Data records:
·····

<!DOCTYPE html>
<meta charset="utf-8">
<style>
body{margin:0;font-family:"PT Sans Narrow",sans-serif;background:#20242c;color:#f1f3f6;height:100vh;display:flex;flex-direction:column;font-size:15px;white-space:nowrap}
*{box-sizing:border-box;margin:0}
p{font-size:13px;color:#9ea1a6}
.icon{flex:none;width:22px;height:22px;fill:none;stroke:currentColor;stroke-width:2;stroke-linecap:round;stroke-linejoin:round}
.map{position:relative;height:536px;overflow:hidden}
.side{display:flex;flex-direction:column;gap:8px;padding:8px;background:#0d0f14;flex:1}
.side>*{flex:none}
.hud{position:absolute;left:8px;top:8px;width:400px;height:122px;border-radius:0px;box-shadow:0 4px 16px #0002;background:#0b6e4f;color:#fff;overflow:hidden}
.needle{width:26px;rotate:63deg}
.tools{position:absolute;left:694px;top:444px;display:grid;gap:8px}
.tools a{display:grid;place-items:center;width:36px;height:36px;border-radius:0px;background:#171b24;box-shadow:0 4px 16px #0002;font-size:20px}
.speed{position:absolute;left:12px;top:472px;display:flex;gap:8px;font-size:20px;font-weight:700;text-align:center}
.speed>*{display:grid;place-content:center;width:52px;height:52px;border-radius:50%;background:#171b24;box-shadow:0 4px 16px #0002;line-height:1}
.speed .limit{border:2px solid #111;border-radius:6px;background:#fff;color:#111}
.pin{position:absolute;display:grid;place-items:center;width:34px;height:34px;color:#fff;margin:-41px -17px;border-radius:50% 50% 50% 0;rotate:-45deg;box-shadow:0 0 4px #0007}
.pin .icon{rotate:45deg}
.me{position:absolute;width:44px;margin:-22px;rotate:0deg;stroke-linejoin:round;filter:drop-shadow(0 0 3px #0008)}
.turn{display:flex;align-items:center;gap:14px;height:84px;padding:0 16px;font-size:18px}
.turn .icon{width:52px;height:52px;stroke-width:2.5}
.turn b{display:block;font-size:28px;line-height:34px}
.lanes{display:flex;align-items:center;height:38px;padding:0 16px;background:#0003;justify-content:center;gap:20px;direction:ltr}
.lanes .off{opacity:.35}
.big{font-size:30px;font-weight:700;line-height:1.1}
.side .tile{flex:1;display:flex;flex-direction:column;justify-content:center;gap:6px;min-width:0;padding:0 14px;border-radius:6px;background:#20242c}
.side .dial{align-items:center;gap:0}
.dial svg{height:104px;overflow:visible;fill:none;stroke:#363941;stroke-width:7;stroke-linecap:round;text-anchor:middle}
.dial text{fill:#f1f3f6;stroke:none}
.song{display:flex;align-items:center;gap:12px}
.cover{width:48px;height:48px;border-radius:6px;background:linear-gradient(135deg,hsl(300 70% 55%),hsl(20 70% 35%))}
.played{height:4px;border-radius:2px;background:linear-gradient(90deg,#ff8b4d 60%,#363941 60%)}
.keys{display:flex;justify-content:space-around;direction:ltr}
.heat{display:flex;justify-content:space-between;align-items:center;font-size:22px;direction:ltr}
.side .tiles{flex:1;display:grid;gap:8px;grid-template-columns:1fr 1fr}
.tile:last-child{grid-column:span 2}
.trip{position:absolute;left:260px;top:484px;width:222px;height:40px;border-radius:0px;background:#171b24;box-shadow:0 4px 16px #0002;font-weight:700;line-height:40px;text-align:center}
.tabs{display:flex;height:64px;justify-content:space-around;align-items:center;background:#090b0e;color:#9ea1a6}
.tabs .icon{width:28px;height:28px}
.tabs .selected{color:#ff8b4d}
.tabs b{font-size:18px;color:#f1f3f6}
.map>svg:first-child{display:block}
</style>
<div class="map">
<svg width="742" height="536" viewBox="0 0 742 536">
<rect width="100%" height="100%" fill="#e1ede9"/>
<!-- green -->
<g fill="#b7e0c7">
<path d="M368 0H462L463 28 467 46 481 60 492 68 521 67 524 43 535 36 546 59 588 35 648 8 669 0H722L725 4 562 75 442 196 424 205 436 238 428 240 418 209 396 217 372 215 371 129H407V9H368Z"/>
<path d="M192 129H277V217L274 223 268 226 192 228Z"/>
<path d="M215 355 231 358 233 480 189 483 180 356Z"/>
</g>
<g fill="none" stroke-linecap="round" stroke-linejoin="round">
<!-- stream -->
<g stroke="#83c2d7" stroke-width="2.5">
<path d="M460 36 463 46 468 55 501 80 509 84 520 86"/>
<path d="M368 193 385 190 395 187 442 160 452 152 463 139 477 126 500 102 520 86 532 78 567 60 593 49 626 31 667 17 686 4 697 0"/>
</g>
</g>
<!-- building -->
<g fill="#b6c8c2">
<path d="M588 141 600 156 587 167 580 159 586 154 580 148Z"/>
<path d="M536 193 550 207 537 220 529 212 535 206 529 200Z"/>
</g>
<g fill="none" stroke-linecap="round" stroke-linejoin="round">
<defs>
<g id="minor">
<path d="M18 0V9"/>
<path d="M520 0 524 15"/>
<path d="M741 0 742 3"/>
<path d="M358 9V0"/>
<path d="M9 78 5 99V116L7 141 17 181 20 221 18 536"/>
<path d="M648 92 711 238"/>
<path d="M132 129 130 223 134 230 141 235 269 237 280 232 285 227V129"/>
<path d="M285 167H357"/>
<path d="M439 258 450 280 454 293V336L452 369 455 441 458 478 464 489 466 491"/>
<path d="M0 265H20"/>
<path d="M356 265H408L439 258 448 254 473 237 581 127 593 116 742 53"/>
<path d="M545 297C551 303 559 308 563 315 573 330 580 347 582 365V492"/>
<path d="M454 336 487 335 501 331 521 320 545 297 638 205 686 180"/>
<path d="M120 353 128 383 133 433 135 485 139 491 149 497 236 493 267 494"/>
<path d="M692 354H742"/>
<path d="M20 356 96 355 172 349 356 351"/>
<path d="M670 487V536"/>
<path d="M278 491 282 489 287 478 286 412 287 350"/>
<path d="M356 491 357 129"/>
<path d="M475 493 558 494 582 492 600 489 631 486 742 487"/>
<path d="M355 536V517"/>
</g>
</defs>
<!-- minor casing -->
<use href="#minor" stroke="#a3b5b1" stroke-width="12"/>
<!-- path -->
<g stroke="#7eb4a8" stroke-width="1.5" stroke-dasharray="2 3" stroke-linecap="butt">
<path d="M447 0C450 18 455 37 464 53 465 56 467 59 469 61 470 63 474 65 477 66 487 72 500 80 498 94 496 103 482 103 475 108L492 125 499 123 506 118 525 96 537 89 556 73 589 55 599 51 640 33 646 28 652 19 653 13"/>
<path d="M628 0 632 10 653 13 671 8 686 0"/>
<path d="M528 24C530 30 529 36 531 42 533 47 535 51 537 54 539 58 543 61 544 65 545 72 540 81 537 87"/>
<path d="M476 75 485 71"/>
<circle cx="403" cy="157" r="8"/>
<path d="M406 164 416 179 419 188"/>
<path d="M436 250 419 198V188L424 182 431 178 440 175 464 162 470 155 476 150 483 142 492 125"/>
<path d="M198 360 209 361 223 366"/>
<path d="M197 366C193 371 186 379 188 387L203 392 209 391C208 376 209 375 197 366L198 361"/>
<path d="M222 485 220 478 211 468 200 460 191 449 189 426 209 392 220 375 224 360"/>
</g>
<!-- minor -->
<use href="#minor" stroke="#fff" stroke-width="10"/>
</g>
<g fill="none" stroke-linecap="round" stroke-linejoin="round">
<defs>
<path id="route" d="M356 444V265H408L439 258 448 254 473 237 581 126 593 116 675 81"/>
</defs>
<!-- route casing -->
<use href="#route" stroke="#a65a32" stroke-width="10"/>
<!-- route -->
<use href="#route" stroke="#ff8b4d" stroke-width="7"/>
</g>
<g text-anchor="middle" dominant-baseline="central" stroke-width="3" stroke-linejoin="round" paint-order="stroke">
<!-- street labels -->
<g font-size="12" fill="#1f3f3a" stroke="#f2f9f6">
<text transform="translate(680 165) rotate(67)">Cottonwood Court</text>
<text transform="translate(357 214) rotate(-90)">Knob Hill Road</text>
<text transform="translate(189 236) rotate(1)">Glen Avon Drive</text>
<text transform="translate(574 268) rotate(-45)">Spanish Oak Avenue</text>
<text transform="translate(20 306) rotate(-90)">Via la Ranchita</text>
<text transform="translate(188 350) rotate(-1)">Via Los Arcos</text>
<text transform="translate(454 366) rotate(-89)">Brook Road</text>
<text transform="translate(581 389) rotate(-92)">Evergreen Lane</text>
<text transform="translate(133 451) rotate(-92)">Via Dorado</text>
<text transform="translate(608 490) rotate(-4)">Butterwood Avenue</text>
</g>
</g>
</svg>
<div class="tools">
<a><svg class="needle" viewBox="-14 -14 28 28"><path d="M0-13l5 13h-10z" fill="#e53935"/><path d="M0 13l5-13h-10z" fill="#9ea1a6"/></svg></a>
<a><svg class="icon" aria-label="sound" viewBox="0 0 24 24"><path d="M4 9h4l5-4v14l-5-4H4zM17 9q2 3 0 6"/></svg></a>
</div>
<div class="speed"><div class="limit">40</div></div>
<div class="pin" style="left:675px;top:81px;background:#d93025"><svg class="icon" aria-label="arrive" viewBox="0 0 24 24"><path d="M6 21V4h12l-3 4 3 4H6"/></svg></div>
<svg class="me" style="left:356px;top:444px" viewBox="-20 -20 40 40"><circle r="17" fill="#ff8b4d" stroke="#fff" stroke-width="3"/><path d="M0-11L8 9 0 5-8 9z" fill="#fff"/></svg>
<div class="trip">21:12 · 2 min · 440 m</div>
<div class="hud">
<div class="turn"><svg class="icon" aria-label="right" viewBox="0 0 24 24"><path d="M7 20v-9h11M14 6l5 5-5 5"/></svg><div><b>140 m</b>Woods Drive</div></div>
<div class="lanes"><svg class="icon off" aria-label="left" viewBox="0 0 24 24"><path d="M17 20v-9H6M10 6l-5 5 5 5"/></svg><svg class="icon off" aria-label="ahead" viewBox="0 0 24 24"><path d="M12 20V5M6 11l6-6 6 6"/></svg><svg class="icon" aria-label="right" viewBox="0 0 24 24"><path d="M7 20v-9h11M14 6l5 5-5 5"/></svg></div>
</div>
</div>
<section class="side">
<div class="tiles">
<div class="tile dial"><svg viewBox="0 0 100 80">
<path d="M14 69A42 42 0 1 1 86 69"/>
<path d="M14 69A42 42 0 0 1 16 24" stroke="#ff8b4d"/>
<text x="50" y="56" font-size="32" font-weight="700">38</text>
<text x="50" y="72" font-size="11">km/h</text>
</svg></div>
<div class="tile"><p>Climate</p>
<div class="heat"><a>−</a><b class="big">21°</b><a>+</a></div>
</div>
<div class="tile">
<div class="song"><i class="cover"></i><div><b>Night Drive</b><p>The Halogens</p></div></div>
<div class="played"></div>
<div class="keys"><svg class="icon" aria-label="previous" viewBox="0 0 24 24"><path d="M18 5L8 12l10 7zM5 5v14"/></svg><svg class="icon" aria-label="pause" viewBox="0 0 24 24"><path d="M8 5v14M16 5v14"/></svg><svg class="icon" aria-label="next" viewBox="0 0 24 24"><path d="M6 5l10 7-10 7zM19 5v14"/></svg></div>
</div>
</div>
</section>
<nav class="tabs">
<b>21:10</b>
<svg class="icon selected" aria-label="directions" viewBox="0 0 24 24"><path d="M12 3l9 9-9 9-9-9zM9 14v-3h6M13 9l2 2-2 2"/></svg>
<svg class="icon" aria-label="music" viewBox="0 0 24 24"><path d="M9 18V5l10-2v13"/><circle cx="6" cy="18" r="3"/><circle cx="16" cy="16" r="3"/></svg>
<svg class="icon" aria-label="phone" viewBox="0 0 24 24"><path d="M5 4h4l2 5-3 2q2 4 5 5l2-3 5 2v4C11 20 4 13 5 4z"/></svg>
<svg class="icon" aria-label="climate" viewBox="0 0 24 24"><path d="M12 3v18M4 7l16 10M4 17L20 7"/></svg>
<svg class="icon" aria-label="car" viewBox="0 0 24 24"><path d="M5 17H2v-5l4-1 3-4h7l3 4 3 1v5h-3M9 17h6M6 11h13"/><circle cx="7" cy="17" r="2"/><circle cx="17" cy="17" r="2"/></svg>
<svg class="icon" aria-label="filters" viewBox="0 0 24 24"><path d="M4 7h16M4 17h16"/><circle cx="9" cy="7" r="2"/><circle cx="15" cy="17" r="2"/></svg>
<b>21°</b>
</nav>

·····

■ **EXERCISE AIM**
Whenever a line above has the word "limit" in it, copy that line.

■ **REPLY TO THE EXERCISE**
.speed .limit{border:2px solid #111;border-radius:6px;background:#fff;color:#111}
<div class="speed"><div class="limit">40</div></div>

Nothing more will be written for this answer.